Although I second everyone saying that sometimes with men you do have to spell out what you want - hints are ignored not noticed in my house!

TastesLikePanda · 26/01/2011 17:38

*mean
I can spell, honest!

Bousy · 26/01/2011 19:29

Obviously I'm not in the majority here but I totally get why you're feeling miffed. It was your birthday, and although your original plans for lunch didn't work out, he could still have done something to make it special (or even asked what you would like to make it special). Defrosting the freezer is helpful but not exactly top priority. And I see your point about the pickup - it's frustrating someone saying that they don't want to wait about when you do it whenever you have to - like it's good enough for you but not for them. It does seem like a waste of a day's leave faffing around and not giving you a proper break. That said, he did make some effort and it's not like he's been horrible, so probably time to make it up Smile

rupertandfifi · 26/01/2011 20:49

Thanks for the replies. Bousy hit the nail on the head. I have no choice but to wait around, there is noone I can leave any of the dc with so I can nip anywhere. I guess I am annoyed that he got the luxury to do so and I never do.

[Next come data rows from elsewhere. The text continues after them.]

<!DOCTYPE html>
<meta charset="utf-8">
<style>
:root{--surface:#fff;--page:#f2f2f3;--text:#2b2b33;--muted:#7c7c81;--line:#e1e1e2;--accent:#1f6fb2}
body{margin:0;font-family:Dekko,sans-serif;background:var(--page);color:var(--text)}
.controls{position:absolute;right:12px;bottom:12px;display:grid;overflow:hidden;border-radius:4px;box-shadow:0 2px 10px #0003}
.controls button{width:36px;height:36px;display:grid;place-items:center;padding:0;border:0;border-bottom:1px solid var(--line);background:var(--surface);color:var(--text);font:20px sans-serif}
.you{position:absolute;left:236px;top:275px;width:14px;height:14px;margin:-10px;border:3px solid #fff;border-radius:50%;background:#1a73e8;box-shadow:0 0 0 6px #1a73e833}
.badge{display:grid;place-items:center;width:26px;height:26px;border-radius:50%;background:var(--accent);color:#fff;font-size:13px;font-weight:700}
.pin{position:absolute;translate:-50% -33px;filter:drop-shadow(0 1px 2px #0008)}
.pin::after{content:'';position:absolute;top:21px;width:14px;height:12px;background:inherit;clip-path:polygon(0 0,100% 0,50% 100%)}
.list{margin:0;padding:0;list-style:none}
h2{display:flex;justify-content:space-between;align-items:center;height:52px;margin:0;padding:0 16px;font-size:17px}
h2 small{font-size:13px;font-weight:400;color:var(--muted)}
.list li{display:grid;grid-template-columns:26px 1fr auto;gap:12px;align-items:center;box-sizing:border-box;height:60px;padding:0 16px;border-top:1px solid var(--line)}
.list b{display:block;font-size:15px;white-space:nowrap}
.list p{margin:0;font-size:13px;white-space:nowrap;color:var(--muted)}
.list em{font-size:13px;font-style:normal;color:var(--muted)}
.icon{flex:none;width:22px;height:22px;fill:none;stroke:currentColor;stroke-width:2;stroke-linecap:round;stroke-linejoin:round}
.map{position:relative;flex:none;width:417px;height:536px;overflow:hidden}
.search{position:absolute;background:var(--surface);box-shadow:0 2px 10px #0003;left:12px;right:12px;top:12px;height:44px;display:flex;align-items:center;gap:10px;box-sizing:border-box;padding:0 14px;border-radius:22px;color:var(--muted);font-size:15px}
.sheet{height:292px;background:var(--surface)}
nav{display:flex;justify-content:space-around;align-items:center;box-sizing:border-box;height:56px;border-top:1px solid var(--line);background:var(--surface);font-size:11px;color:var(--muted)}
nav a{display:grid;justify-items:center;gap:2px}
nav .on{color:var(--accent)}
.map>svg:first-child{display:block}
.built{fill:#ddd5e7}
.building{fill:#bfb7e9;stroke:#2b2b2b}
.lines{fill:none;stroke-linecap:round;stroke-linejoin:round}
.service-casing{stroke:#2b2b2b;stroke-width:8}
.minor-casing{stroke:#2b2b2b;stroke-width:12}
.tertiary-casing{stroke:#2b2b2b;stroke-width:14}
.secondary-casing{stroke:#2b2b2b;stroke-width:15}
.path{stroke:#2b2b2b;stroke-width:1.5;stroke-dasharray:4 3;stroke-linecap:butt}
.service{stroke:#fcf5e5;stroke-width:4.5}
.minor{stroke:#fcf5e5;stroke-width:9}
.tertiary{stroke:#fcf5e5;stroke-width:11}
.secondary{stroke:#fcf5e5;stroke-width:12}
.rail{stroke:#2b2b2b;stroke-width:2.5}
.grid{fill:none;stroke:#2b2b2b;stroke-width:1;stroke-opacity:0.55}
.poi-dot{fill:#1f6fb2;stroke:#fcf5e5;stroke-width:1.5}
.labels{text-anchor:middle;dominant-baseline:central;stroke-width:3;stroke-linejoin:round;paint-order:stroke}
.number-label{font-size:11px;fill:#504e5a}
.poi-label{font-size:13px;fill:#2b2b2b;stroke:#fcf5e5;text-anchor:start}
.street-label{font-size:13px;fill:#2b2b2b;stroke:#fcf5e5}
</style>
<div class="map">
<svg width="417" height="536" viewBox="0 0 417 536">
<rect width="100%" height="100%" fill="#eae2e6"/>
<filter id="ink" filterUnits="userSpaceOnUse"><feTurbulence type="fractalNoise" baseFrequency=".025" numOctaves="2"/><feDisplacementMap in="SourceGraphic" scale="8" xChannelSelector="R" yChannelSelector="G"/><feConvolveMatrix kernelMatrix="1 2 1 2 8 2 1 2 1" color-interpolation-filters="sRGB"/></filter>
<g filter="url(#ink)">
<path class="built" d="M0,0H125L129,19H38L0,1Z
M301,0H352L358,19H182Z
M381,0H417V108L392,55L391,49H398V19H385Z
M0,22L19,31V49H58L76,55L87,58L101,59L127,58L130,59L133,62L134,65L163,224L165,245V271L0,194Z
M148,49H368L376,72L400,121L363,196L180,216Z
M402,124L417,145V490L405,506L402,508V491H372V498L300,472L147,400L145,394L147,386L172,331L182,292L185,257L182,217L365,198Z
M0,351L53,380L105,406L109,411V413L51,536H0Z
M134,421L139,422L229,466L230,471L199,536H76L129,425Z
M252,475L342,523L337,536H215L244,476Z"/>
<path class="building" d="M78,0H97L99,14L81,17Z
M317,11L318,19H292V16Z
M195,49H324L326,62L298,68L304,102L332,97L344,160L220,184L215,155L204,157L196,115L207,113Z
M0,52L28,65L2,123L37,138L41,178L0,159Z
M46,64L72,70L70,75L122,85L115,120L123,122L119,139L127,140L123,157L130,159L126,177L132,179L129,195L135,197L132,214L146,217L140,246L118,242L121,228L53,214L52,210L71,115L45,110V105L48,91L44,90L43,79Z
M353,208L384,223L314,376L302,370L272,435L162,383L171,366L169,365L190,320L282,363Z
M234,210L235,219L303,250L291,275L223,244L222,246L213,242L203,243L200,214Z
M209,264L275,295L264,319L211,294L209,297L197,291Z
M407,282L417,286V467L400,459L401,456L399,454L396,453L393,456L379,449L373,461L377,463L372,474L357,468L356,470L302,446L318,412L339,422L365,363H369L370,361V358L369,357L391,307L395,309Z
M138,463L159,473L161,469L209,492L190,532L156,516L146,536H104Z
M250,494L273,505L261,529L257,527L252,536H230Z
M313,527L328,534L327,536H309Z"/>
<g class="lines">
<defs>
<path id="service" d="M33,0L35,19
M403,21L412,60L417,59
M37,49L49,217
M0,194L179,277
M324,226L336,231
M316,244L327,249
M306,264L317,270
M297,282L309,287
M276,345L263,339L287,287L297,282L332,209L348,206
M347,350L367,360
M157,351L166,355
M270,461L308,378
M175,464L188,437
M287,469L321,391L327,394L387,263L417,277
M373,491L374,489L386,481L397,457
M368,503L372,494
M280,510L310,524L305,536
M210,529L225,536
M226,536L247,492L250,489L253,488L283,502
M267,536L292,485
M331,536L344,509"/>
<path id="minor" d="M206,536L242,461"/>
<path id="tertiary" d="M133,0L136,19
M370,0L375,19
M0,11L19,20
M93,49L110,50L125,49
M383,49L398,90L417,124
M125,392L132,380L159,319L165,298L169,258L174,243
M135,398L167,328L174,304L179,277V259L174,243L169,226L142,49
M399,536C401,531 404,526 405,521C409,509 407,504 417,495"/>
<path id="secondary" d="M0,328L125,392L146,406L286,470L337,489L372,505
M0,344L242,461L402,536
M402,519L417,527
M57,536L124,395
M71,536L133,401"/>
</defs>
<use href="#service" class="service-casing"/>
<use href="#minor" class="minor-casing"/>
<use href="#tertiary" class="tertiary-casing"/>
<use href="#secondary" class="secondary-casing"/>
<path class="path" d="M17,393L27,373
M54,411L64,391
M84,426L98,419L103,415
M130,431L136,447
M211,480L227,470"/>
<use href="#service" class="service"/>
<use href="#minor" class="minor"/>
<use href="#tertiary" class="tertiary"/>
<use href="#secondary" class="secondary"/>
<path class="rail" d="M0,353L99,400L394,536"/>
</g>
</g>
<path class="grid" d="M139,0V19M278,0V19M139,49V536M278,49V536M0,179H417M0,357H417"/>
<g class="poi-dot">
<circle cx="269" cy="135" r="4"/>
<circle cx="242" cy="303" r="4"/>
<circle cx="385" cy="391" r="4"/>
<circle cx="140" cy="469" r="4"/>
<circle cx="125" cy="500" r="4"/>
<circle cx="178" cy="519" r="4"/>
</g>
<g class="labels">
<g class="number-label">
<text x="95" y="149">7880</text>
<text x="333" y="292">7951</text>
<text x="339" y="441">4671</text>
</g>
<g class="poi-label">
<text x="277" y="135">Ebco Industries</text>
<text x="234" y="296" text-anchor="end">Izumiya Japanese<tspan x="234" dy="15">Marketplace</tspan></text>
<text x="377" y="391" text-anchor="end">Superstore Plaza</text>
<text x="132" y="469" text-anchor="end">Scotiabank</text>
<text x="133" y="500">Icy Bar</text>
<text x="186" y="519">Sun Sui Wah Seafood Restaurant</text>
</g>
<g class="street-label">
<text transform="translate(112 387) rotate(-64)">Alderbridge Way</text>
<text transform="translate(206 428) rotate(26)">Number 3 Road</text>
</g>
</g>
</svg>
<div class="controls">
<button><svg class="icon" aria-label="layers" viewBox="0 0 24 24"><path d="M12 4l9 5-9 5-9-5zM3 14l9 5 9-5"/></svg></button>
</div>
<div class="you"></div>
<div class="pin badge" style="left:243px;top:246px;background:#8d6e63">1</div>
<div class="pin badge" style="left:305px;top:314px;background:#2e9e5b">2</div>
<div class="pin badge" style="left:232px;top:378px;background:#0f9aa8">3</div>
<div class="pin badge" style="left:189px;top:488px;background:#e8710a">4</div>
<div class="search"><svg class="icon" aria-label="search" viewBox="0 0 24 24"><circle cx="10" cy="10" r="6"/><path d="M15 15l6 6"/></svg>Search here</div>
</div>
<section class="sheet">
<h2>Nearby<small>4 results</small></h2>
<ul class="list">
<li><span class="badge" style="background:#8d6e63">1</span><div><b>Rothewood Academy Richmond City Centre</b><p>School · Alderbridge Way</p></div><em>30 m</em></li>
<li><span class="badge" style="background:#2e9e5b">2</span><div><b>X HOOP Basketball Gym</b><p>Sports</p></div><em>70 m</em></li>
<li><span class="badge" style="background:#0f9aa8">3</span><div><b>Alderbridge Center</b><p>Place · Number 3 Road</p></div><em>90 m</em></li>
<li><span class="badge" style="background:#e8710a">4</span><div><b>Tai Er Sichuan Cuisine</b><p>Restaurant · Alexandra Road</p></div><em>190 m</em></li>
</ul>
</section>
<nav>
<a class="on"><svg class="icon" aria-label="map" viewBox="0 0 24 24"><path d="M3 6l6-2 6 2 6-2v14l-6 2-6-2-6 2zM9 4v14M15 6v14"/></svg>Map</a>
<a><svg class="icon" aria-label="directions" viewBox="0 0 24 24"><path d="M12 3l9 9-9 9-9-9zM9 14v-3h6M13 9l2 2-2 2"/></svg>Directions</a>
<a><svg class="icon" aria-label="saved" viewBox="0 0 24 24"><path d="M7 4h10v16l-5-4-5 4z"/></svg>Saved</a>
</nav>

I have spoken with dh about it and I told him I had been so looking forward to having a nice lunch with him; that when I prewarned him the day before it was unlikely to happen,I was hoping that he would compensate. Rather than nagging him, I was hoping he would go to the shop and a) buy something nice as a treat for lunch or b) buy a nice bottle of wine for us to have when the kids were in bed.
However, I should have a) just told him what I wanted or b) done it myself.

Right, I am off to polish my princess halo...

OP posts:
Bearcat · 26/01/2011 21:15

Do you know something, at some stage during our kids primary school age we decided that for any of mine and DH birthday or even wedding anniversary that we would take the kids with us!
We had had a couple of let downs with babysitters and we were never rich enough to be going out to really classy and expensive restaurants, and it was worth it to us to pay £15 for the 2 DS's to eat with us than worry whether a babysitter would turn up.
The kids got to go out a bit more often for a nice meal and we always enjoyed their company.
A few years ago DH and I were going to a Jules Holland open air summer concert and on the spur of the moment decided that rather than have pizza with the DS's at our house that we would go and have a quick meal out before the concert. DS2 who was about 11 at the time rather indignantly said to us 'What a hot meal?' It was so funny, he had started to presume that he would always be included in a meal out 'en famille.'
They are now 23 and 19 and I am so glad that we had these meals with them. There's going to be enough years when it's just me and DH.
They still probably wouldn't turn down a meal out on the bank of mum and dad. I'm still waiting for DS1 who graduated last year and has a well paying job to say 'I'll pay'.May wait a while yet!